Peinture de Francis Bacon.
Peinture de Francis Bacon.
Raymun Laïgelir n’était pas un fasciste.
Je sais, ça peut paraître surprenant de le dire ainsi, surtout après ce qu’il s’est passé, après ces dix années épouvantables de chaos et d’horreurs, mais moi qui l’ai très bien connu, bien avant qu’il ne devienne Premier ministre, je peux vous le garantir.
J’étais son ami, figurez-vous. Enfin, si tant est que l’on puisse être ami avec ce taré qui détestait le monde entier, à commencer par sa propre personne. Il m’exécrait d’autant plus que j’étais coupable de lui être sympathique. Il abhorrait la sympathie, comme il abhorrait tout sentiment.
Tout avait commencé à la fac, où il faisait des études de psychiatrie. Il parait que les cordonniers sont les plus mal chaussés ; dans son cas, ça n’a jamais été aussi vrai. Dire que cet homme était un grand malade mental est un doux euphémisme. Je ne sais même pas s’il existe un nom pour qualifier ce mal dont il souffrait.

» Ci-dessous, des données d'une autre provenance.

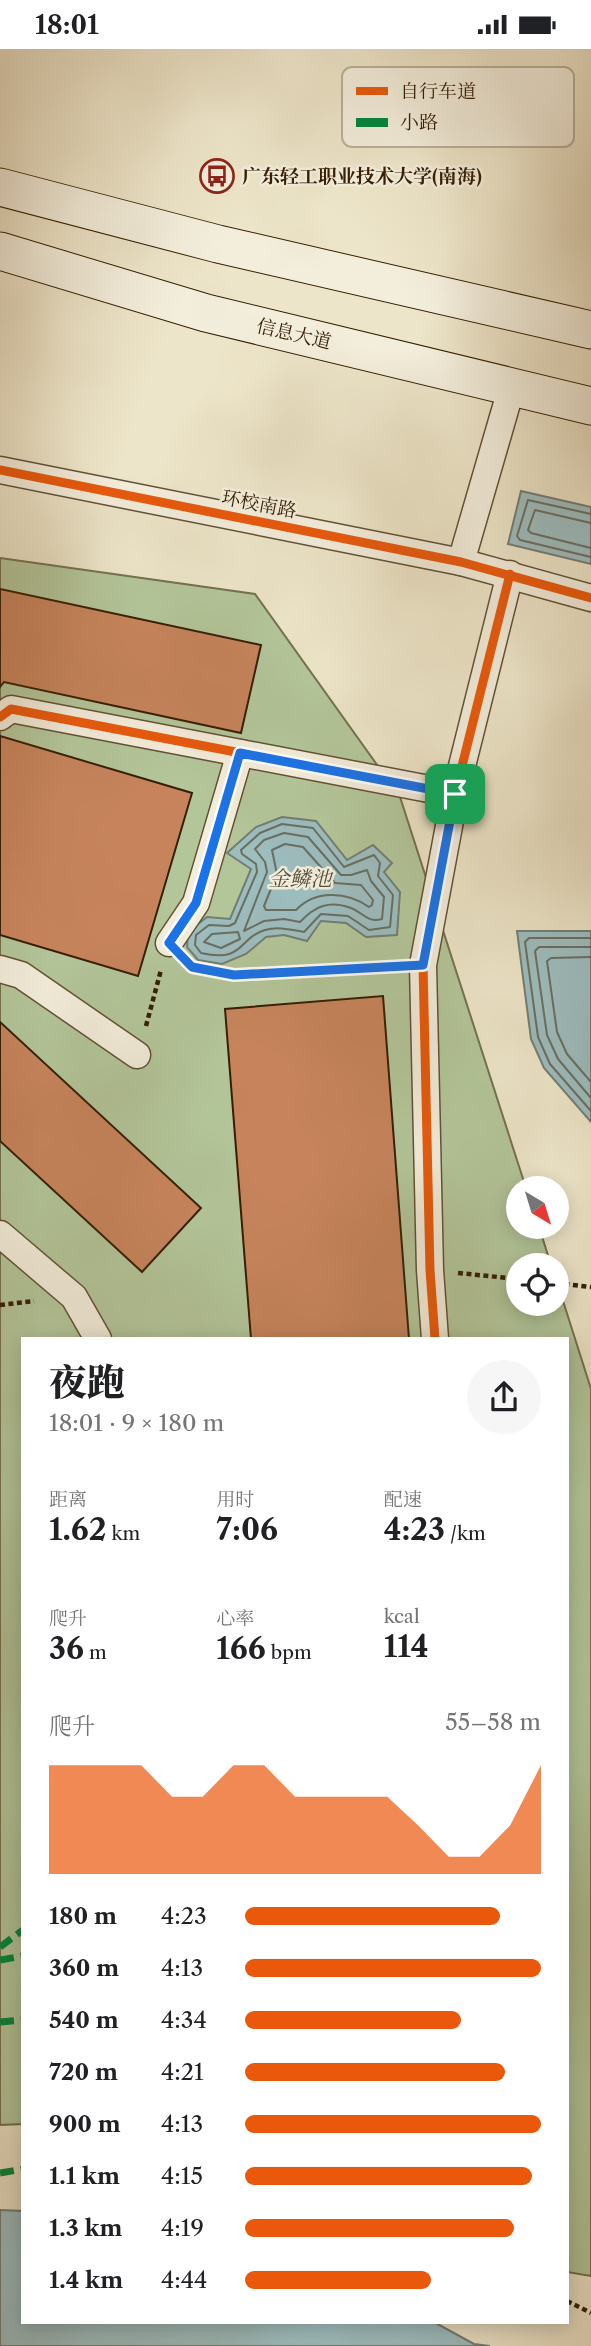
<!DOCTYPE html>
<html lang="zh">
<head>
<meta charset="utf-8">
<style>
	body { margin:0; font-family:"Libre Caslon Text","Noto Serif SC",serif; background:#f6f6f6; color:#202124; height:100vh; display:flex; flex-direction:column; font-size:26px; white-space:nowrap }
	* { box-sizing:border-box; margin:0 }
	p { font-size:23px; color:#757577 }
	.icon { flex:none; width:38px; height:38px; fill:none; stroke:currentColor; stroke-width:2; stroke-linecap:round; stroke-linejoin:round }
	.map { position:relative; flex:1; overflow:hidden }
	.drawer { position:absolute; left:21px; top:1288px; width:548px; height:987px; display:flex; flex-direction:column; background:#fff; border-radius:0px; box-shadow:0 4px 18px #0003 }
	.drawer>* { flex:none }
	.needle { width:46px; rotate:142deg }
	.controls { position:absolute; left:506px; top:1127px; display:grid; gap:14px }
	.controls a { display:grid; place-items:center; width:63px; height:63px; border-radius:50%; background:#fff; box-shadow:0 4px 18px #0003; font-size:35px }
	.pin { position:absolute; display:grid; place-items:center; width:60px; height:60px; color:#fff; margin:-30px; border-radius:14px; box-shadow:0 4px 10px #0006 }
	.round { display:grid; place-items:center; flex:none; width:74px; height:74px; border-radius:37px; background:#f6f6f6 }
	.head { display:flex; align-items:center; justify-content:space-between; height:119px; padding:0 28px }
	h1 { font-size:38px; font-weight:800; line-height:52px }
	.stats { display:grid; grid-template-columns:repeat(3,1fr); gap:10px; height:119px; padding:7px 28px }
	.stats div { display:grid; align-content:center }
	.stats b { font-size:30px; font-weight:800 }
	.stats small { font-size:19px; font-weight:400 }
	.stats p { font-size:19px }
	.chart { height:196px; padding:14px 28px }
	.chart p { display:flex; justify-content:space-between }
	.chart svg { width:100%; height:126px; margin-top:7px; fill:#ea580c; opacity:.7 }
	ul { padding:0 28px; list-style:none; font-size:23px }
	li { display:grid; grid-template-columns:112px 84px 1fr; align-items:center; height:52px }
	li i { height:18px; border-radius:9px; background:#ea580c }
	.status { display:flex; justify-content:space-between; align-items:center; height:49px; padding:0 35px; background:#fff; direction:ltr }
	.status svg { height:19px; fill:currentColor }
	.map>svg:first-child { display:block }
</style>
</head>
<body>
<div class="status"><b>18:01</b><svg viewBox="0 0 49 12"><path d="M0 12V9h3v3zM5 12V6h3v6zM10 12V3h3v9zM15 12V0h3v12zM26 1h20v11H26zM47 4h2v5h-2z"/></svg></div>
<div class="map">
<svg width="591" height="2297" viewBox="0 0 591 2297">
	<rect width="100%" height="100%" fill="#ede5c9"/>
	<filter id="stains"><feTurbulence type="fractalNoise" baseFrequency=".00286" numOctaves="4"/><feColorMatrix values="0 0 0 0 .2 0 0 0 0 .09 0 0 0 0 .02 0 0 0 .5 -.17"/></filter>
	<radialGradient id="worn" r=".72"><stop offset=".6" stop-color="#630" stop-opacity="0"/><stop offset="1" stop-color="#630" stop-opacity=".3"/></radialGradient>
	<polygon fill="#b3c69a" stroke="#74724e" stroke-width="2" points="0,509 255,545 400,748 526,1139 518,1139 518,1178 539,1178 551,1216 518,1216 518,1255 556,1255 557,1233 591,1340 591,2227 567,2223 567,1290 23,1290 23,2075 0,2076"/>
	<g fill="#9dbdbf" stroke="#737d74" stroke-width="2">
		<polygon points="521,442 591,458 591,515 508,495"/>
		<polygon points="282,768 316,772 347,811 373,796 392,814 384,823 400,843 397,886 366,888 346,874 321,872 307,892 284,886 266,888 246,905 222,915 198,911 187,898 188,883 207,868 230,870 251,820 227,804 256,778"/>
		<polygon points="517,882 591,882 591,1073 544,1019 531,990"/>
		<polygon points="0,2161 23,2162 23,2273 434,2273 474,2295 490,2297 0,2297"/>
	</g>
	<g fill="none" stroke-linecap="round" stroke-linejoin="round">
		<g stroke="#696e61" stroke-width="2">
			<polyline points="591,465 528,451 517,487 520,491 591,508"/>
			<polyline points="591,474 535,461 528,481 531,484 591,499"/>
			<path d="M282,775L313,779L344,818L374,806L380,814L378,827L393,846L390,878L369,881L348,867L321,865L304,883C291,881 279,877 265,881C238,889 245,914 201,904L195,896L196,886L209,876L229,877L235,874L257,823L256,815L242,805L241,801L260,784Z"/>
			<path d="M284,784L308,788L341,826H351L367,821L371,832L384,848L382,870C367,874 364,864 351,859C329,851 315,857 300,873L284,870L264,872L244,882L267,823L265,813L255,800L264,791Z"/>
			<path d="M285,795L303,798L335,834L361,836L373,851L372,856L369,858C346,842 315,841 296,861H266L264,857L277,825L272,801Z"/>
			<polygon points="238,883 240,890 221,899 204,893 212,885"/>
			<polyline points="591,889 529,889 525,893 538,988 550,1015 591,1062"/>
			<polyline points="591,898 539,898 535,902 547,986 558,1010 591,1049"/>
			<polyline points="591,908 551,909 547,912 557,983 567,1005 591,1033"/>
		</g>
	</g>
	<g fill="#c7845c" stroke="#351e03" stroke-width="2">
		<polygon points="0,540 261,596 241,684 4,633 0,638"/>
		<polygon points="0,687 192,744 138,927 0,886"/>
		<polygon points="383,947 409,1290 251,1290 225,960"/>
		<polygon points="0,973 201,1159 142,1223 0,1092"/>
	</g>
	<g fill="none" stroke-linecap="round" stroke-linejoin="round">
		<g stroke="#635034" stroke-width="29">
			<g id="minor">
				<polyline points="0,421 461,513 591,549"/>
				<polyline points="461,513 512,337"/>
				<polyline points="0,668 11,660 455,745"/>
				<polyline points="169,894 196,854 240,704"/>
				<polyline points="0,920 21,926 137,1006"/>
				<polyline points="0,1185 74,1248 98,1290"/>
				<polyline points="435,1290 430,1221 423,916 455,745 510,525"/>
			</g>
		</g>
		<g stroke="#351e03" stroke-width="39">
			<g id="secondary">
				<polyline points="0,138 218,195 591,281"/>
				<polyline points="0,202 206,264 591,357"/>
			</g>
		</g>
		<g stroke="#351e03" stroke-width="4.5" stroke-dasharray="5 3.5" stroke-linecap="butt">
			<polyline points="189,914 234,926 395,918"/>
			<polyline points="146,977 161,921"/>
			<polyline points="458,1224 518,1230"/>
			<polyline points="556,1234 591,1238"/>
			<polyline points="0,1256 34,1252"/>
			<polyline points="567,2252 591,2264"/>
		</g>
		<use href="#minor" stroke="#f3eedc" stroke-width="26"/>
		<use href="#secondary" stroke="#f3eedc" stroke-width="37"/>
		<g stroke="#00873e" stroke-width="7" stroke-dasharray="14 7" stroke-linecap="butt">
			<polyline points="0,1898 23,1881"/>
			<polyline points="0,1911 23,1907"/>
			<polyline points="0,1973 23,1971"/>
			<polyline points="0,2124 23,2120"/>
		</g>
		<g stroke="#f3eedc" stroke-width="13">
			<g id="cycleway">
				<polyline points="0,421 461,513 591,549"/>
				<polyline points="0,668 11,660 455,745"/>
				<polyline points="435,1290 430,1221 423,916 455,745 510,525"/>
			</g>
		</g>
		<use href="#cycleway" stroke="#e8590c" stroke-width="9"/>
	</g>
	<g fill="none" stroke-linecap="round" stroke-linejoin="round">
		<g stroke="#fff" stroke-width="14">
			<polygon id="route" points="240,704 455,745 423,916 234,926 192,918 169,894 196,854"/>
		</g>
		<use href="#route" stroke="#1a73e8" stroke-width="9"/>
	</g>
	<defs>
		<g id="bus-ring" transform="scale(1.75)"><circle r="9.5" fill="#f3eedc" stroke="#8f2418" stroke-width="1.5"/><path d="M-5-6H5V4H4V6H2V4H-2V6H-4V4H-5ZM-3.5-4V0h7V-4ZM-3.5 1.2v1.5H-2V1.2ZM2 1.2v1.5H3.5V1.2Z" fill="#8f2418"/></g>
	</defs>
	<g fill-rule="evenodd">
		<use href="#bus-ring" x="217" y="127"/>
	</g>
	<g text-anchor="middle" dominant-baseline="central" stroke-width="5" stroke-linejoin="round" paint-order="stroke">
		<g font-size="19" font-weight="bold" fill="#351e03" stroke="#f3eedc" text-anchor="start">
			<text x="242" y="127">广东轻工职业技术大学(南海)</text>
		</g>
		<g font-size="19" fill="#351e03" stroke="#f3eedc">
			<text transform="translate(294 285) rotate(13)">信息大道</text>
			<text transform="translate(259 455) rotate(11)">环校南路</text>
		</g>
		<g font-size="21" font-style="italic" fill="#544e3b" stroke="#f3eedc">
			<text x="300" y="829">金鳞池</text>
		</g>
	</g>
	<rect x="342" y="18" width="232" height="80" rx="10" fill="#f3eedc" stroke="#bab09b" stroke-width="2"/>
	<rect x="356" y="38" width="32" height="8" fill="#e8590c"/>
	<rect x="356" y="69" width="32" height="9" fill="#00873e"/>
	<g font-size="19" fill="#351e03">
		<text x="400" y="49">自行车道</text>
		<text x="400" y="80">小路</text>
	</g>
	<rect width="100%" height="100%" filter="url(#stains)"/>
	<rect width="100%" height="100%" fill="url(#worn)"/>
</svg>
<div class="controls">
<a><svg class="needle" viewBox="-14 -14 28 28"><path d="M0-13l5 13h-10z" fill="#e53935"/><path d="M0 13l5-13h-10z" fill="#757577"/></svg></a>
<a><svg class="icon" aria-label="locate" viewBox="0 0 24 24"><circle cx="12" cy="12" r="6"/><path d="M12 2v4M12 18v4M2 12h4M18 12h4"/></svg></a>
</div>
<div class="pin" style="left:455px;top:745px;background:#1e9e55"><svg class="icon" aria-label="arrive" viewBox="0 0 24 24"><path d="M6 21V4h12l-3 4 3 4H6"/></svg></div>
<section class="drawer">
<div class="head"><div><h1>夜跑</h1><p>18:01 · 9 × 180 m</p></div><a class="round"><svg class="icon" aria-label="share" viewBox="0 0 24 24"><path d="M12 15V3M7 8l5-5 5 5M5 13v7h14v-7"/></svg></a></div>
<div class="stats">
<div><p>距离</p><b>1.62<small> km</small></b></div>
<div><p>用时</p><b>7:06</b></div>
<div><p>配速</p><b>4:23<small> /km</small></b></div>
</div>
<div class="stats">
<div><p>爬升</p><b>36<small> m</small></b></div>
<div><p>心率</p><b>166<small> bpm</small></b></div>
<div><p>kcal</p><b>114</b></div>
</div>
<div class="chart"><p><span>爬升</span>55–58 m</p>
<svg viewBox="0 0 160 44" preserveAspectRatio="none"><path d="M0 44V6L10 6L20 6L30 6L40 17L50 17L60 6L70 6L80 17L90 17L100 17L110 17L120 27L130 38L140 38L150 27L160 6V44z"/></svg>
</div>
<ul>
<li><b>180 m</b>4:23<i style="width:86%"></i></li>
<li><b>360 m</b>4:13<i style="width:100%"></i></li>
<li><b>540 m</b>4:34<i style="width:73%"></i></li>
<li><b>720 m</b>4:21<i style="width:88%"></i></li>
<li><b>900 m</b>4:13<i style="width:100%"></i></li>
<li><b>1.1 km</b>4:15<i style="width:97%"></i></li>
<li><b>1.3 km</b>4:19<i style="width:91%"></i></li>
<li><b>1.4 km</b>4:44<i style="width:63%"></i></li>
</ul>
</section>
</div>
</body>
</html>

Je le revois encore, tout de noir vêtu – il n’a jamais porté d’autre couleur – qui hantait les couloirs de l’université à distiller son venin, à ruminer son mal-être. Il parlait peu, seulement quand c’était vraiment nécessaire, et ne souriait jamais. Malgré sa maigreur quasi maladive, il suscitait la peur avec ses faux-airs de vampire. Il était, je m’en souviens, un excellent élève. Il retenait absolument tout de ses cours qu’il recrachait à chaque examen avec la froideur et l’indifférence d’un robot.
Une fois ses diplômes en poche, Laïgelir est devenu professeur, enseignant en psychiatrie. Je me suis toujours demandé comment un misanthrope pareil avait pu choisir la voie de l’enseignement et du partage des connaissances, mais je suppose qu’il avait ses motivations. Avait-il seulement déjà un grand projet ? Ça ne m’aurait étonné qu’à moitié, tant l’homme était calculateur.
Ses étudiants, à peine plus jeunes que lui, se rappellent très nettement d’un homme austère, dépourvu de pédagogie, qui donnait son cours de façon mécanique, sans passion ni empathie. Le soir venu, il passait des heures solitaires à son bureau, à écrire dans ses carnets confidentiels et rébarbatifs toute sa haine de l’humanité, de la faiblesse et de la chair.
Cela dura quelques années. Puis il y eut Amelia.
 
Ce fut le tournant de sa vie, bien plus que tout le reste. Elle était son étudiante, de dix ans sa cadette et souffrait d’une forme grave de dépression nerveuse chronique, de celles qui rendent en permanence la mort préférable à la vie. Nul ne sait par quel hasard elle parvint dans sa classe, ni quelle alchimie naquit dans son cerveau détraqué, mais ce fut l’inexplicable coup de foudre. Il haïssait le monde entier. Elle se haïssait.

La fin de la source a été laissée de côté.